Hammerson is hoping to ditch its £3.4 billion takeover of rival Intu by urging a shareholder vote against the acquisition amid growing dismay over the health of the UK retail property market.

The Birmingham Bullring owner issued a market announcement on Wednesday saying that it was withdrawing a recommendation for a vote in favour of the takeover, which it said was "no longer in the best interest of shareholders".

It comes just months after Hammerson made an all-share offer for Intu - which has a branch in Watford - in December, but the company said stock markets had since soured on the sector.

"Despite the resilience of Hammerson's portfolio and strong operating metrics in Q1 2018, the equity market's perception of the broader UK retail property market has deteriorated since the start of the year," Hammerson said in its update.

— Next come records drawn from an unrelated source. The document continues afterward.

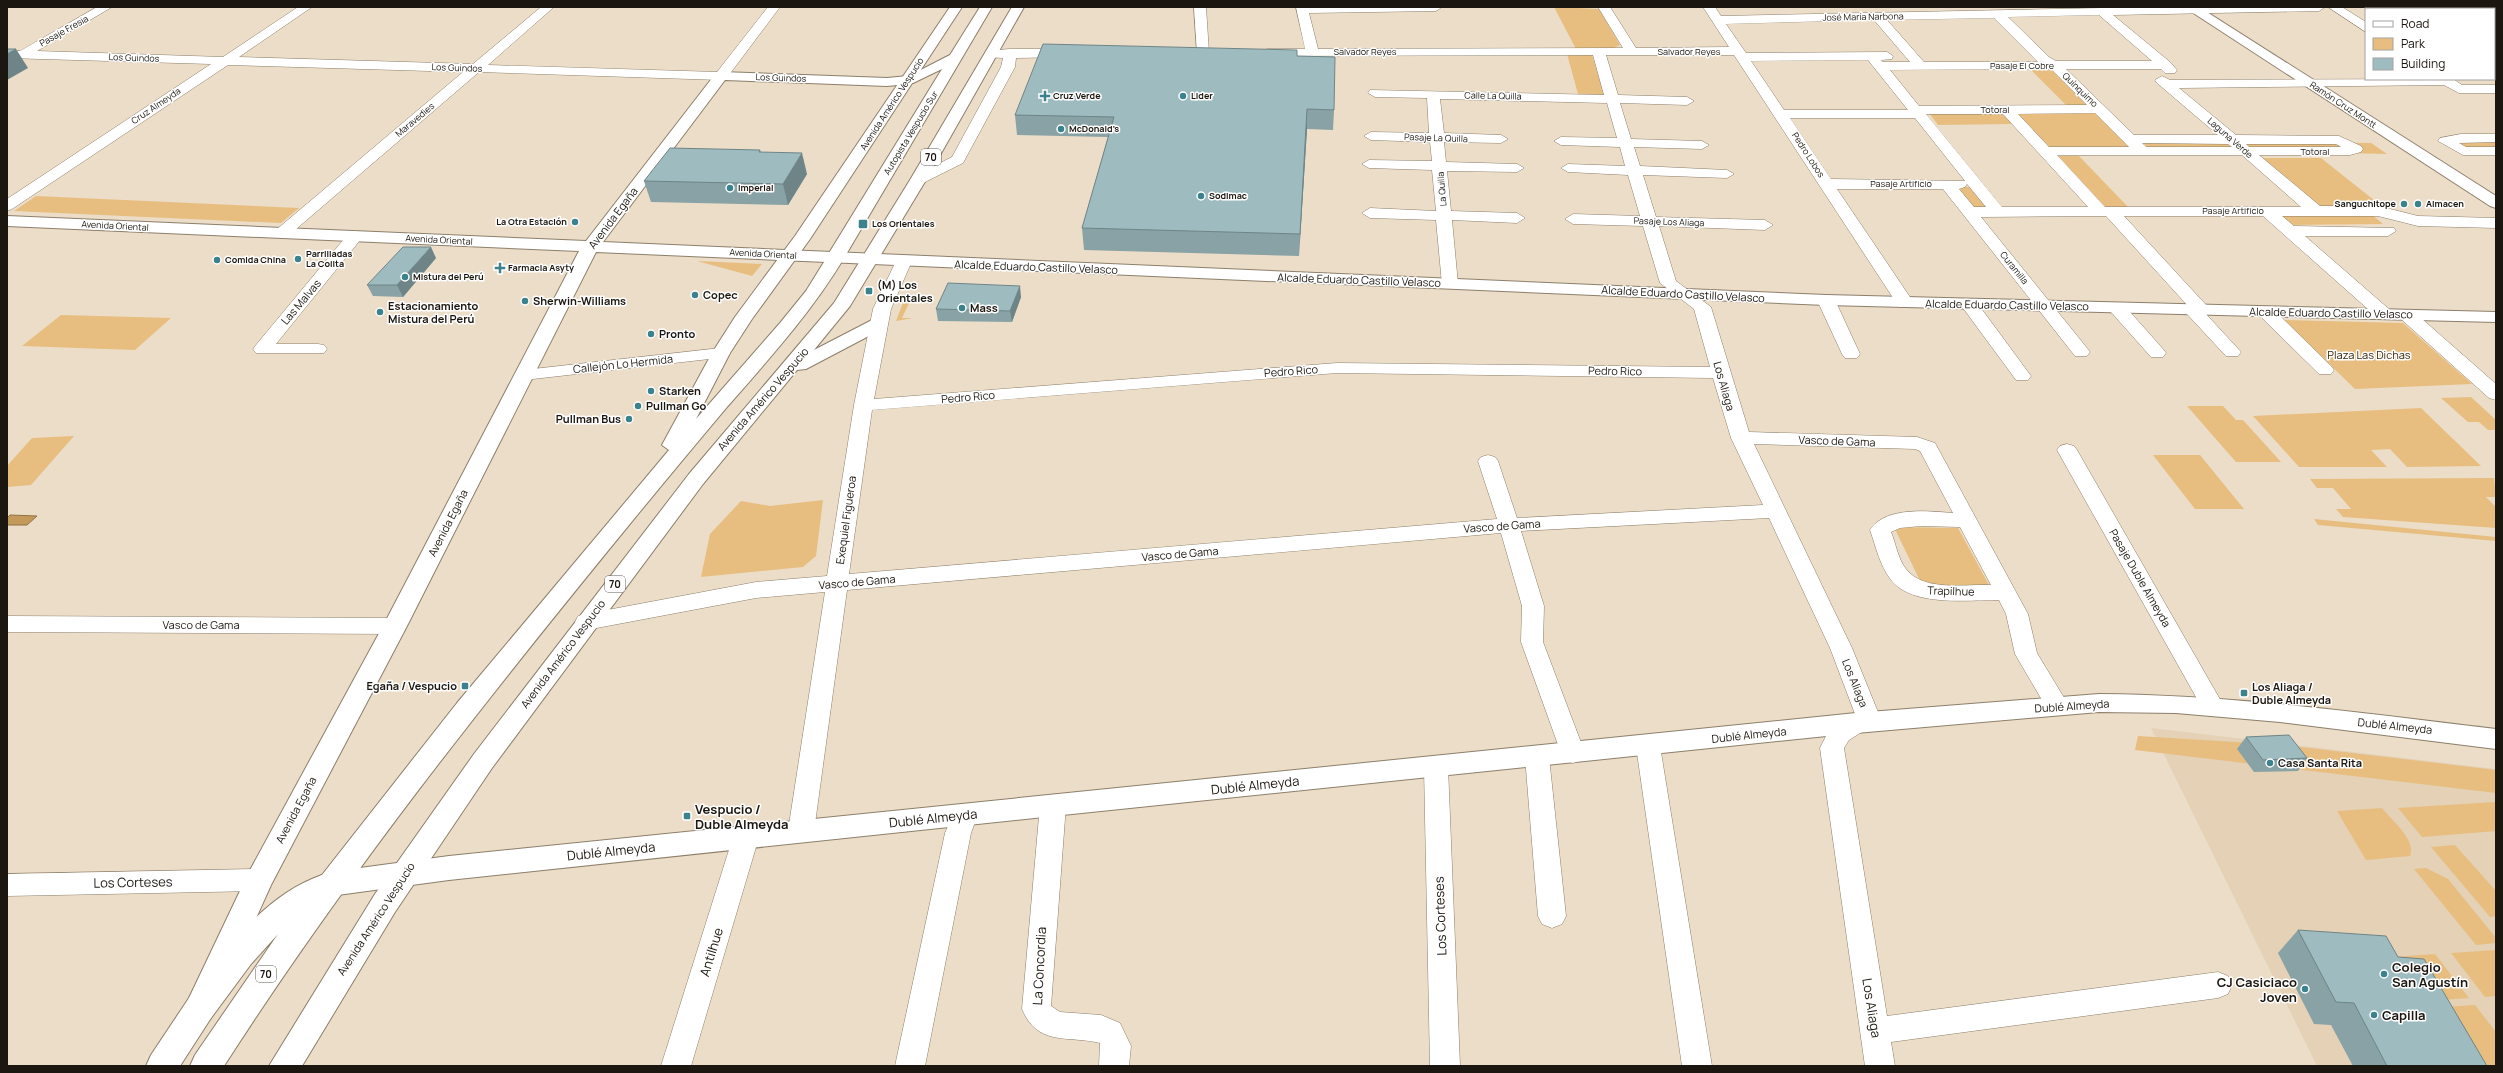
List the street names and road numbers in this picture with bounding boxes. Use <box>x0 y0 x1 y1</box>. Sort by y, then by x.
street label: José María Narbona <box>1822 9 1904 24</box>
street label: Pasaje Fresia <box>37 12 91 49</box>
street label: Salvador Reyes <box>1333 45 1397 58</box>
street label: Salvador Reyes <box>1657 45 1721 58</box>
street label: Los Guindos <box>108 50 160 65</box>
street label: Avenida Américo Vespucio <box>857 55 926 153</box>
street label: Pasaje El Cobre <box>1990 59 2054 72</box>
street label: Los Guindos <box>431 60 483 75</box>
street label: Quínquimo <box>2060 69 2101 110</box>
street label: Los Guindos <box>755 70 807 85</box>
street label: Ramón Cruz Montt <box>2307 78 2379 131</box>
street label: Cruz Almeyda <box>128 84 183 127</box>
street label: Autopista Vespucio Sur <box>880 88 941 177</box>
street label: Calle La Quilla <box>1464 89 1522 102</box>
street label: Maravedies <box>392 99 437 140</box>
street label: Totoral <box>1981 103 2009 116</box>
street label: Laguna Verde <box>2205 114 2256 161</box>
street label: Pasaje La Quilla <box>1404 130 1468 145</box>
street label: Pedro Lobos <box>1789 130 1828 180</box>
street label: Totoral <box>2301 145 2329 158</box>
road number: 70 <box>921 149 941 165</box>
street label: La Quilla <box>1434 171 1449 207</box>
street label: Pasaje Artificio <box>1870 177 1932 190</box>
street label: Avenida Egaña <box>584 184 641 252</box>
street label: Pasaje Artificio <box>2202 204 2264 217</box>
street label: Pasaje Los Aliaga <box>1633 214 1705 229</box>
street label: Avenida Oriental <box>81 217 149 234</box>
street label: Avenida Oriental <box>405 231 473 248</box>
street label: Avenida Oriental <box>729 245 797 262</box>
street label: Curamilla <box>1997 249 2032 287</box>
street label: Alcalde Eduardo Castillo Velasco <box>954 256 1119 277</box>
street label: Alcalde Eduardo Castillo Velasco <box>1277 269 1442 290</box>
street label: Las Malvas <box>277 276 324 327</box>
street label: Alcalde Eduardo Castillo Velasco <box>1601 282 1766 305</box>
street label: Alcalde Eduardo Castillo Velasco <box>1925 296 2090 313</box>
street label: Alcalde Eduardo Castillo Velasco <box>2249 304 2414 321</box>
street label: Avenida Américo Vespucio <box>714 343 812 453</box>
street label: Callejón Lo Hermida <box>572 351 674 376</box>
street label: Los Aliaga <box>1710 359 1739 412</box>
street label: Pedro Rico <box>1263 361 1319 380</box>
street label: Pedro Rico <box>1588 363 1643 378</box>
street label: Pedro Rico <box>940 387 996 406</box>
street label: Vasco de Gama <box>1798 432 1876 449</box>
street label: Exequiel Figueroa <box>832 475 859 565</box>
street label: Avenida Egaña <box>424 487 471 559</box>
street label: Vasco de Gama <box>1463 515 1541 536</box>
street label: Pasaje Duble Almeyda <box>2106 526 2175 629</box>
street label: Vasco de Gama <box>1141 543 1219 564</box>
street label: Vasco de Gama <box>818 571 896 592</box>
road number: 70 <box>605 576 625 592</box>
street label: Trapilhue <box>1927 582 1975 599</box>
street label: Avenida Américo Vespucio <box>517 596 609 711</box>
street label: Vasco de Gama <box>162 617 240 632</box>
street label: Los Aliaga <box>1839 656 1872 709</box>
street label: Dublé Almeyda <box>2034 695 2110 716</box>
street label: Dublé Almeyda <box>2357 714 2433 737</box>
street label: Dublé Almeyda <box>1711 723 1787 746</box>
street label: Dublé Almeyda <box>1210 771 1300 799</box>
street label: Avenida Egaña <box>272 774 319 846</box>
street label: Dublé Almeyda <box>888 804 978 832</box>
street label: Dublé Almeyda <box>566 837 656 865</box>
street label: Avenida Américo Vespucio <box>333 859 418 978</box>
street label: Los Corteses <box>93 872 173 892</box>
street label: Los Corteses <box>1430 876 1450 956</box>
street label: Antilhue <box>695 925 727 979</box>
street label: La Concordia <box>1028 926 1050 1006</box>
road number: 70 <box>256 966 276 982</box>
street label: Los Aliaga <box>1858 977 1886 1039</box>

It added: "Over the last five months, the financial strength of retailers and other tenants in the UK has softened and a number of retailers have entered into administrations or CVAs, while consumer confidence has also remained subdued.

"Whilst Hammerson has proven its portfolio is well positioned to weather the current environment, the equity market now perceives a heightened level of risk associated with the UK retail property sector as a whole."

It said that, after "extensive engagement" with shareholders, the board had concluded that the "heightened risks" associated with the takeover outweighed the long-term rewards.

Hammerson chairman David Tyler said: "In recent weeks, investors have told us they share our view of the exceptional quality of our portfolio and that they have great confidence in our management team.

"The board has complete conviction in Hammerson's prospects as a standalone business as we pursue our plans for future growth."

The deal with Intu was set to create Britain's biggest property company, with £21 billion worth of assets across Europe.

Intu operates the Trafford Centre in Manchester, while Hammerson owns the Bicester Village and Brent Cross shopping centres.

But the takeover target said Hammerson's explanations for why it was urging shareholders to ditch the deal was "unsatisfactory", noting that Hammerson had reaffirmed its intention to go ahead with the deal as recently as March 19.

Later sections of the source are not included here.